Motivation
@j.schmoelder and me were wondering if CADET-Core installed from conda is using openblas or intel MKL blas and what the performance difference might be. So I checked.
Background
CADET-Core compiled for conda links it’s dependencies dynamically. We can therefore easily switch which BLAS library is used by installing a different libblas
library in our conda-env through conda.
The default on windows is MKL, the default on WSL Ubuntu is openblas.
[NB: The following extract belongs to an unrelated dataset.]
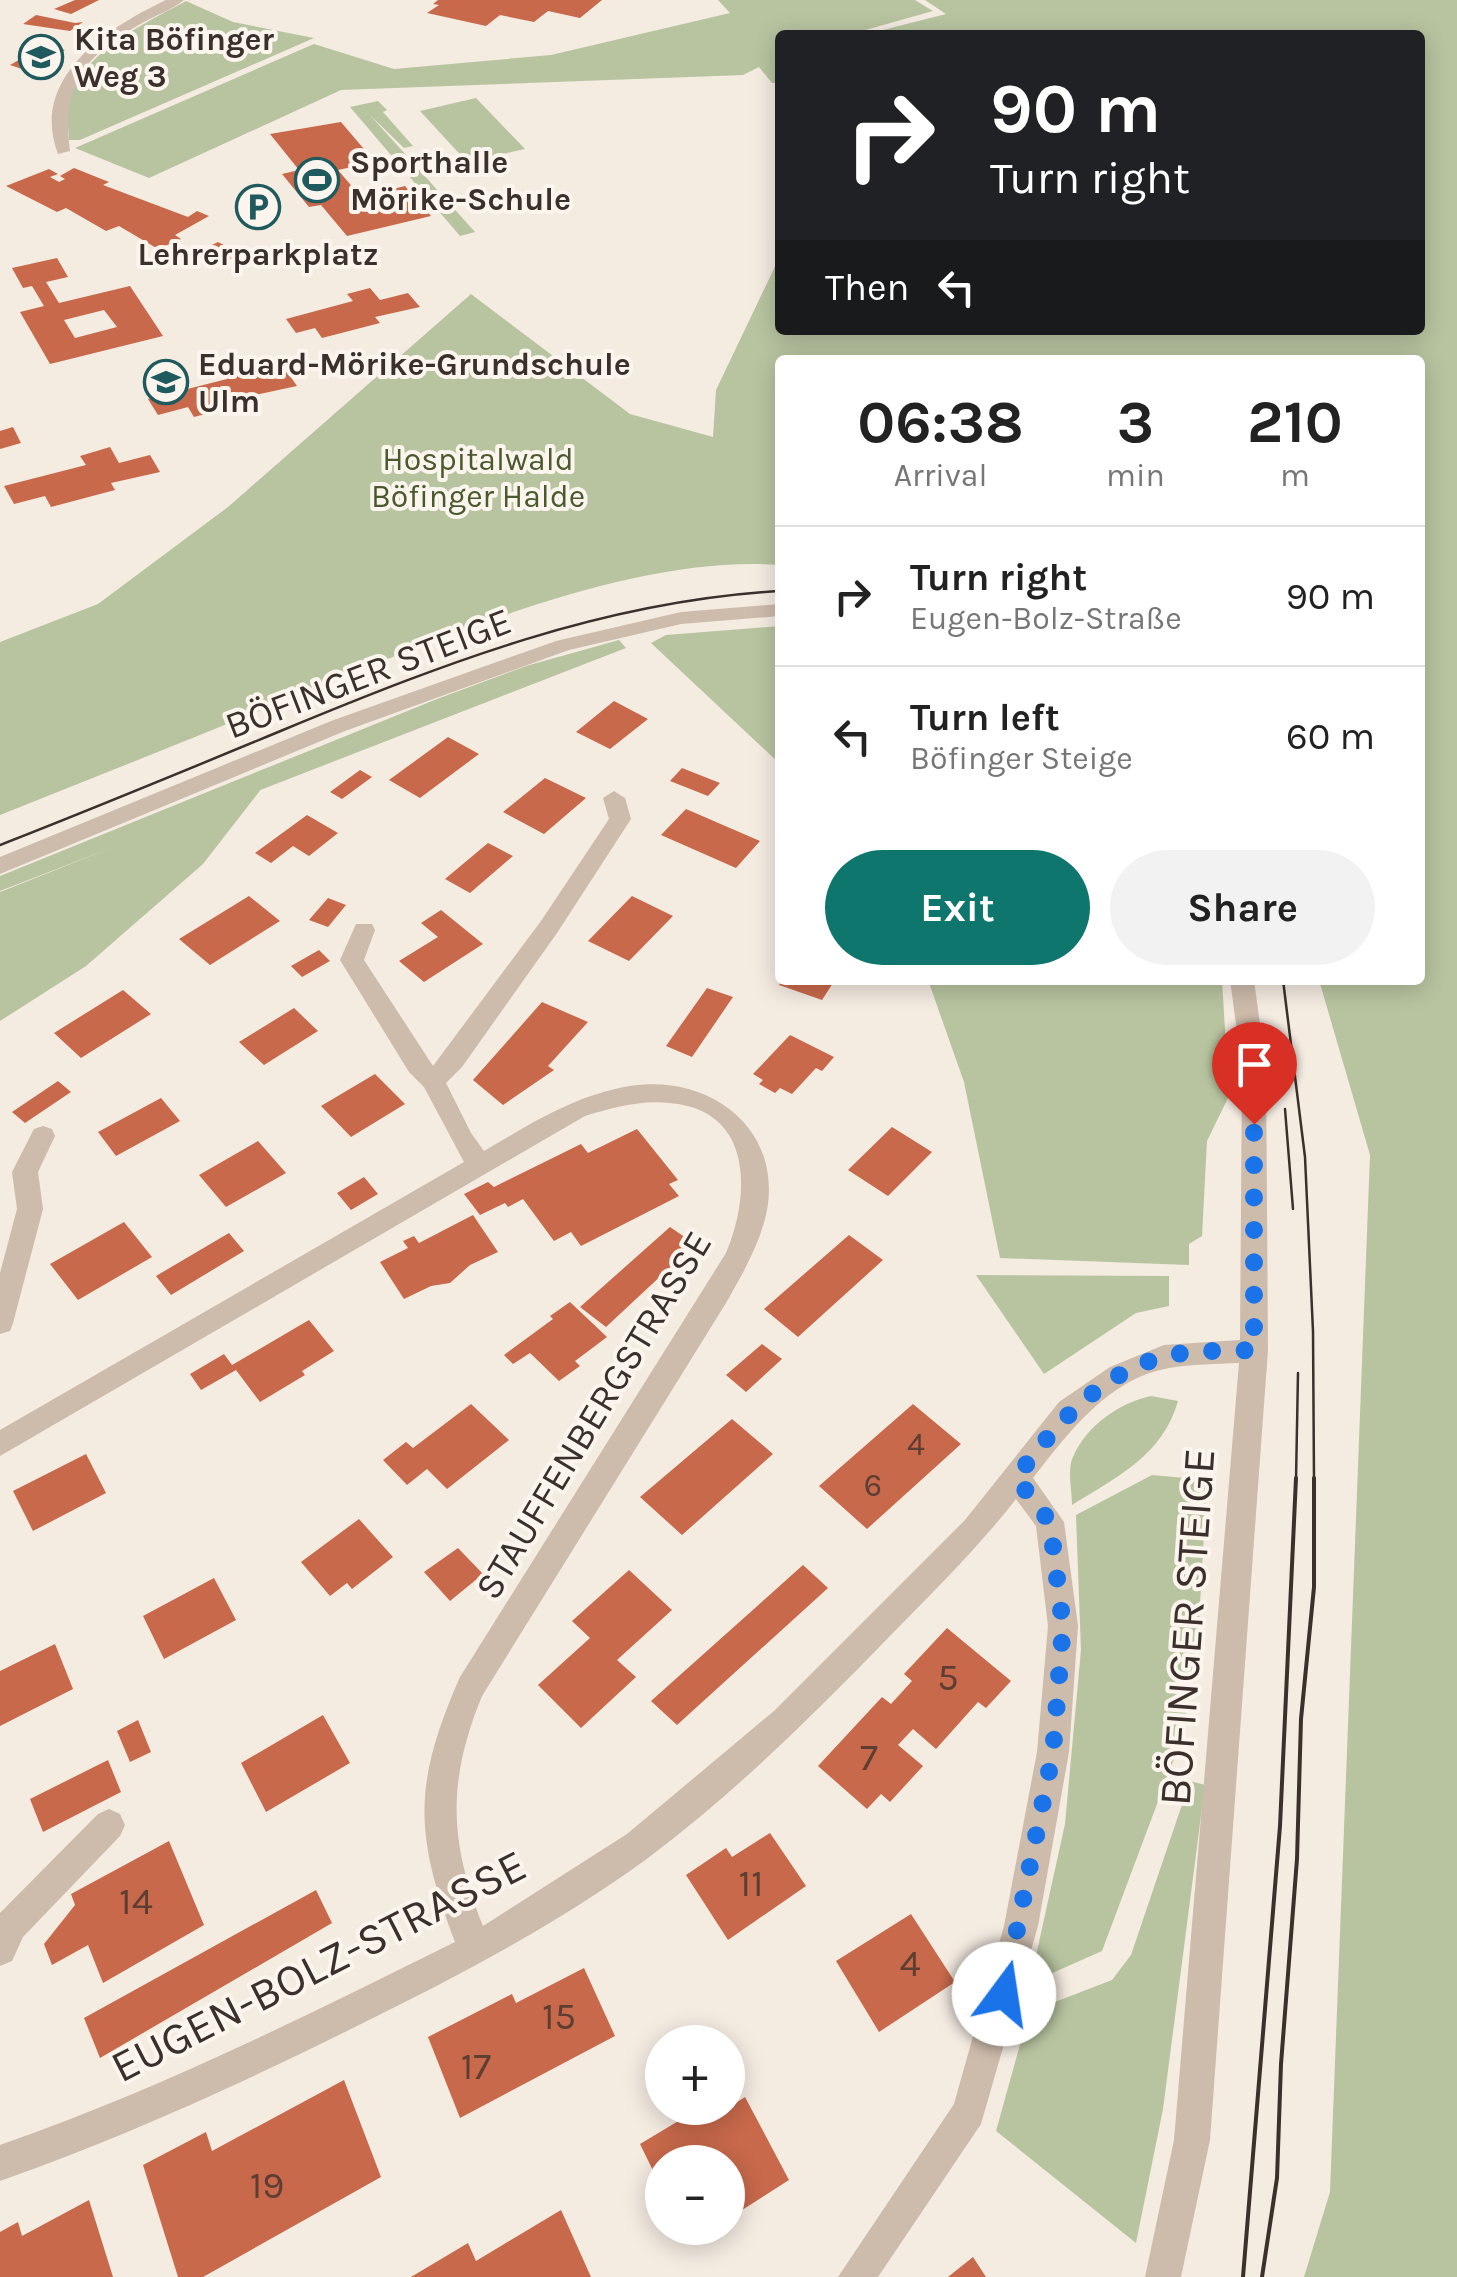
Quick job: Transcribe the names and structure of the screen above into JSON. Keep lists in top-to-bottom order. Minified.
{"streets":{"street":["BÖFINGER STEIGE","STAUFFENBERGSTRASSE","EUGEN-BOLZ-STRASSE"]},"crossings":[["BÖFINGER STEIGE","EUGEN-BOLZ-STRASSE"],["STAUFFENBERGSTRASSE","EUGEN-BOLZ-STRASSE"]],"parks":["Hospitalwald Böfinger Halde"],"places":{"school or university":["Kita Böfinger Weg 3","Eduard-Mörike-Grundschule Ulm"],"sports":["Sporthalle Mörike-Schule"],"parking":["Lehrerparkplatz"]},"house_numbers":["4","6","5","7","11","14","4","15","17","19"],"page":{"turn":["90 m","Turn right"],"then":"Then","eta":["06:38","Arrival","3","min","210","m"],"list":[{"name":"Turn right","note":"Eugen-Bolz-Straße","value":"90 m"},{"name":"Turn left","note":"Böfinger Steige","value":"60 m"}],"buttons":["Exit","Share"],"map_buttons":["+","−"]}}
Which one you have can be checked with conda list libblas
.
A different version can be installed with mamba install libblas=*=*mkl
The syntax of
=*=*
is:
- The first
=*
indicates that you are willing to accept any version of thelibblas
package.- The second
=*mkl
indicates that you want to install any build oflibblas
that is built with themkl
(Intel Math Kernel Library) variant.(thanks ChatGPT)
Performance
Simulation duration for a 3 component LWE with tight tolerances (abstol = 1e-12, algtol = 1e-12, reltol = 1e-8
):
OS | CADET source | BLAS | version | TBB | time [s] |
---|---|---|---|---|---|
Linux (WSL Ubuntu) | conda | MKL | 23_linux64_mkl | yes | 20.29 |
Linux (WSL Ubuntu) | conda | openblas | 21_linux64_openblas | yes | 30.51 |
Linux (WSL Ubuntu) | conda | BLIS | 21_linux64_blis | yes | 44.52 |
Windows | self-compiled | MKL | oneAPI 2022.1.0 | no | 21.00 |
Windows | conda | MKL | 20_win64_mkl | yes | 22.14 |
Windows | conda | MKL | 23_win64_mkl | yes | 22.95 |
Windows | conda | openblas | 23_win64_openblas | yes | 40.99 |
Windows | conda | BLIS | 23_win64_blis | yes | 48.77 |
The bad result of blis is suprising, as the blis team reports better performance compared to MKL on Zen 1 and Zen 2 architecture. Maybe my Zen 3 CPU works well with MKL again, maybe intel TBB and blis don’t get along, maybe it’s something else. ¯_(ツ)_/¯
Key takeaways
Conda can be used to select the BLAS backend. MKL BLAS is significantly faster on both Linux and Windows than OpenBlas and BLIS.